Practically, this means someone who sleeps a solid 7 hours with few interruptions may feel more rested than someone who spends 9 hours in bed but wakes up repeatedly. If you’re hitting the right number of hours and still feel exhausted, the issue is likely sleep quality rather than sleep quantity. Common culprits include untreated sleep apnea, alcohol before bed (which fragments sleep even when you don’t fully wake up), an inconsistent sleep schedule, and sleeping in a room that’s too warm or too bright.
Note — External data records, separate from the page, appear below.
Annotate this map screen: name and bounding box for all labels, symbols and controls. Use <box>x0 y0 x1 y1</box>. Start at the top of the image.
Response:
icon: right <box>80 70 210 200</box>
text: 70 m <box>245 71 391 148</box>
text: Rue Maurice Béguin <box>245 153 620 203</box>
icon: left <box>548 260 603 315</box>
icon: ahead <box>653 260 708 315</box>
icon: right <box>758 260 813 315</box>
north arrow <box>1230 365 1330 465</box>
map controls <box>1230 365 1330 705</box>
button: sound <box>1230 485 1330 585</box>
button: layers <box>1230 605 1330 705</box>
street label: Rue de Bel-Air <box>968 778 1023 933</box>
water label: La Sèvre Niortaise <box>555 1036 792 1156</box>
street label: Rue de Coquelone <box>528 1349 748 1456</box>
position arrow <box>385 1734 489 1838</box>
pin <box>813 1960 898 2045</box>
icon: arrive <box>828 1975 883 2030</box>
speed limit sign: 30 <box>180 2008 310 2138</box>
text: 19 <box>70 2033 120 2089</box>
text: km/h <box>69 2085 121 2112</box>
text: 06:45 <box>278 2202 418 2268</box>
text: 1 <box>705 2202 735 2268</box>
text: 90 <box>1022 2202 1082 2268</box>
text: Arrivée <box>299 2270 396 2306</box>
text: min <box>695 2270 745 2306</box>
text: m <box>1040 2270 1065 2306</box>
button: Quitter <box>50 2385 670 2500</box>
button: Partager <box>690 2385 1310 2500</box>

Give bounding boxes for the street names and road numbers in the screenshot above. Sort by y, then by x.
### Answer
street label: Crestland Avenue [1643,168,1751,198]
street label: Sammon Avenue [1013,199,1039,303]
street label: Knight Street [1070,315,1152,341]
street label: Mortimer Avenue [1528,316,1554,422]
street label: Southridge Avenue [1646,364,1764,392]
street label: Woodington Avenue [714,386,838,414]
Finding Your Personal Number

The 7-to-9-hour range for adults is a population-level recommendation, and your ideal number within that window takes some self-observation to find. The simplest test: on a stretch of days when you can wake up without an alarm, note when you naturally fall asleep and when you naturally wake. Most people land between 7 and 8.5 hours. If you’re consistently alert through the afternoon without caffeine, you’re likely getting enough. If you’re fighting drowsiness by 2 or 3 p.m., or if you sleep dramatically longer on weekends than weekdays, you’re carrying a sleep debt that extra weekend hours only partially repay.